The film tentatively centers on a young Israeli named Yoav (Tom Mercier), who flees his homeland for the rainy streets of Paris. Eager to meld into his adopted country, he falls into a series of misadventures as he navigates France’s byzantine immigration process. Some of these include having his clothes stolen his first night in town, getting a disastrous security gig at the Israeli embassy, falling into a will-they-won’t-they homosexual relationship with a bourgeois trust-fund twenty-something, and getting hired for a nude photoshoot where he’s forced to strip naked (Mercier spends much of the film not just naked but yanking his erect penis), stick his fingers up his rectum, and scream Hebrew obscenities.

So it’s an immigrant picaresque; what’s the problem?
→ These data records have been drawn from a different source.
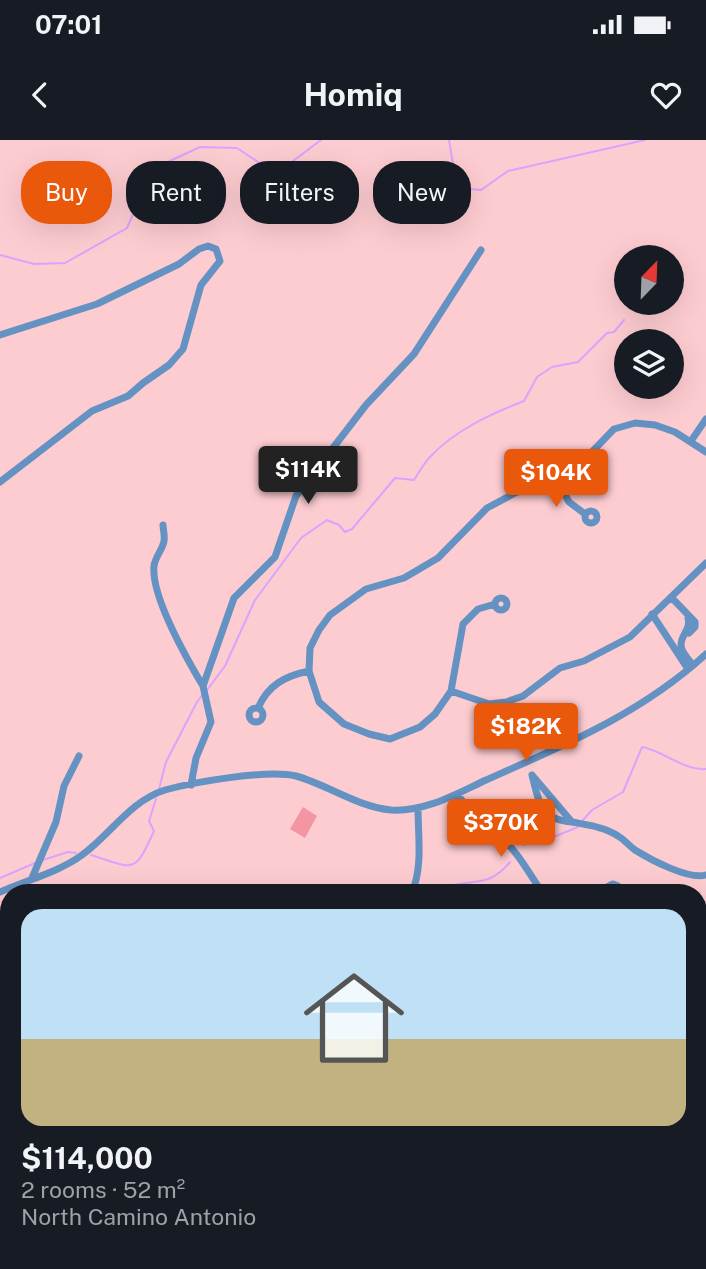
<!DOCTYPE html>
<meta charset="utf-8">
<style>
:root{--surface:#171b24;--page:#242831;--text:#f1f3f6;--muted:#9ea1a6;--line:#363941;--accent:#ea580c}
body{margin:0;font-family:"Public Sans",sans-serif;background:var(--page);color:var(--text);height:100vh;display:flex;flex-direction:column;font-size:26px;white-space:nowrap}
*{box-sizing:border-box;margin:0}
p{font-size:23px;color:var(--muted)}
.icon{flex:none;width:38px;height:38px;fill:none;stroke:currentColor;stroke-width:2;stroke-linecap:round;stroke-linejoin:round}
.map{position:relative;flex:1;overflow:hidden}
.details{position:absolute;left:0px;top:744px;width:707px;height:387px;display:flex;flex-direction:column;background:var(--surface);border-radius:28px 28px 0 0;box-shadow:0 7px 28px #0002}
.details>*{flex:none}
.hud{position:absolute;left:21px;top:21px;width:665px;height:63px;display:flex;gap:14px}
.needle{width:46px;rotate:23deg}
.controls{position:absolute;left:614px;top:105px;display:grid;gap:14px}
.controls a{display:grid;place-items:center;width:70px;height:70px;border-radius:50%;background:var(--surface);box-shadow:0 7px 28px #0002;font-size:35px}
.price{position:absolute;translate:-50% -60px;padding:0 16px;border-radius:7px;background:var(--accent);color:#fff;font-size:23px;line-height:46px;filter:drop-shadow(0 2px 4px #0008)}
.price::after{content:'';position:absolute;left:50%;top:42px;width:21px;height:16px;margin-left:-10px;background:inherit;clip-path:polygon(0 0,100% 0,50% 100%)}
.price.selected{background:#222;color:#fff}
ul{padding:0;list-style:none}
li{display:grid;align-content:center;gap:14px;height:371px;padding:0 21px}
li+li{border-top:2px solid var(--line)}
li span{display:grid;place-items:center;height:217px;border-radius:21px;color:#555}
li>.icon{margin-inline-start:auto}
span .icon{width:126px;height:126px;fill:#fffc;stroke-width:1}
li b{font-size:30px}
.chip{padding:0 24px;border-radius:28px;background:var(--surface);box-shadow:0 7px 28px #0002;font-size:24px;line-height:63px}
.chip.selected{background:var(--accent);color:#fff}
.status{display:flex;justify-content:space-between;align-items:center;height:49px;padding:0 35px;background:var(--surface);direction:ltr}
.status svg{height:19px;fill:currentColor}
header{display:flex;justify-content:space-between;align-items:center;height:91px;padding:0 21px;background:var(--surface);font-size:32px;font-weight:700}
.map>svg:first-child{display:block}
.green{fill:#f495a3}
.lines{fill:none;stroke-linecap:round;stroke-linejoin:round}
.stream{stroke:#d9a3fe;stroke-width:2}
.minor{stroke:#6492c2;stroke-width:7}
</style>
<div class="status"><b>07:01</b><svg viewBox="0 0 49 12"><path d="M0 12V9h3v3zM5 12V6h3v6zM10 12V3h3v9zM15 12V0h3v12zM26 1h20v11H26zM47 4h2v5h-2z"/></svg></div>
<header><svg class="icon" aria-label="back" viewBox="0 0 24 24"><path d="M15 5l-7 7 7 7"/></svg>Homiq<svg class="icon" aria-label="heart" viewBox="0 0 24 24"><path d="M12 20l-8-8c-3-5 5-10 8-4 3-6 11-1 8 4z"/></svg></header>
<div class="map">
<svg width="706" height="1129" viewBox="0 0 706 1129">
<rect width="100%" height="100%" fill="#fdccd1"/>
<path class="green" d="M303 667 317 676 305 698 290 689Z"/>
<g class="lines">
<path class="stream" d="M449 0 457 48 481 50 508 31 645 0
M0 115 34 124 65 123 127 88 145 47 159 26 200 7 237 8 267 28 285 27 321 0
M207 550 225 526 255 460 301 398 327 380 339 385 345 392 352 389 395 338 414 340C419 332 424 323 430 317 455 290 491 274 524 261L537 237 552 227 578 222 607 193 614 192 624 180
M159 649 166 622 197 562 203 554
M583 680 592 670 623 652 642 607C664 611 684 631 706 629
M523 705 551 698 578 687
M91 715C135 729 134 735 154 691L149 681 156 659
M43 720 68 712 76 713
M0 738 35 723
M439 752C467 734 485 753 510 722
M698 879 706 878
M148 1122H150
M75 1129 85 1122
M386 1129 396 1122"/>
<path class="minor" d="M0 195 97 164 179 124 199 109 208 106 216 109 220 121 201 145 183 209 169 225 143 243 128 256 92 271 0 342
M691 301 706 279
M556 338 569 362 585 374
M585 377a6 6 0 1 1 12 0a6 6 0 1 1-12 0Z
M163 385C163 389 165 396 164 401 163 409 155 417 154 426 151 457 187 519 203 546
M671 457 695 482V487L689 493
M495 464a6 6 0 1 1 12 0a6 6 0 1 1-12 0Z
M495 464 478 469 463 484 451 551 435 574 420 587 390 599 369 594 344 584 319 562 309 531 310 508 319 490 330 475 366 449 404 438 438 418 487 368 515 353 556 338 587 317 614 289 635 283 655 285 675 292 706 312
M652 474 688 529
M688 478C691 490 681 494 681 505 681 512 689 520 693 525
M451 551 489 564 506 562 523 556 560 528 584 521 630 497 706 423
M258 568C268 545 285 536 309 531
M249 575a7 7 0 1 1 14 0a7 7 0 1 1-14 0Z
M532 635 572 682C540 680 539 662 532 635Z
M191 645 196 618 211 582 203 546 234 458 275 417 296 356 366 265 414 214 481 110
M457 654C469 671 484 681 499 695 517 711 529 733 542 752
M572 682C587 685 605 687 618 696 625 700 629 706 635 710 651 720 689 740 706 735
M32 738 56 682 64 646 79 616
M0 752C27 740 59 732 82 715 111 694 130 661 165 650 194 642 269 629 296 636 328 645 358 667 391 670 425 672 456 654 486 640 565 605 642 573 706 514
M412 752C423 727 418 695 418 668
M605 752 607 747 613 744 618 746 620 752
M0 908 9 905
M0 1001 9 996
M698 1042 706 1040
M581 1122 587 1129
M268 1129 278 1122
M522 1129 525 1122
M612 1129 618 1122"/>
</g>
</svg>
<div class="controls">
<a><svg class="needle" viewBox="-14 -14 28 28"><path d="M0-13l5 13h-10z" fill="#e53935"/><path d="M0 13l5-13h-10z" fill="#9ea1a6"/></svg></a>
<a><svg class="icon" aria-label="layers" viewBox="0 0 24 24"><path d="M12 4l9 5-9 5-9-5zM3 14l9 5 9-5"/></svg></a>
</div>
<b class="price selected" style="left:308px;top:366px">$114K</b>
<b class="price" style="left:556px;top:369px">$104K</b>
<b class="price" style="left:526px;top:623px">$182K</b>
<b class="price" style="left:501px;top:719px">$370K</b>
<div class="hud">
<a class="chip selected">Buy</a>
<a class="chip">Rent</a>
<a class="chip">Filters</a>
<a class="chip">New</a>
</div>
<section class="details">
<ul>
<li><span style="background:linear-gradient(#bfe0f5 60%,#c2b280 0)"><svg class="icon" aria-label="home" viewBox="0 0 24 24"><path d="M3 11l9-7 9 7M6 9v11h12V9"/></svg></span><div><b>$114,000</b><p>2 rooms · 52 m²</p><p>North Camino Antonio</p></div></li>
</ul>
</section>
</div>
Well, the issue is that the entire film feels like a series of improvised sketches Frankensteined together in an editing room with scarcely any goal other than reaching a two-hour runtime. It feels like the early semi-improvised films of John Cassavetes, but with the aching emotional interiors and coherent stylistic schemas replaced with go-nowhere provocations smothered by layers of philosophical pretentiousness and shock-value sexual theatrics. In the entire film, I counted only one scene where I could catch a glimmer of what Lapid was trying to say. While sneaking into a chic nightclub to scavenge scraps at the snack bar, Yoav gets caught up in a dance flash mob when Technotronic’s “Pump Up the Jam” starts playing. At first he crawls through the legs of the posh Parisians, but finally he jumps onto a table, grabs one of the dancers, and joins in. But this glimpse is fleeting. Synonyms is the worst kind of bloated art film, one that leaves you wondering if it had anything to say to begin with.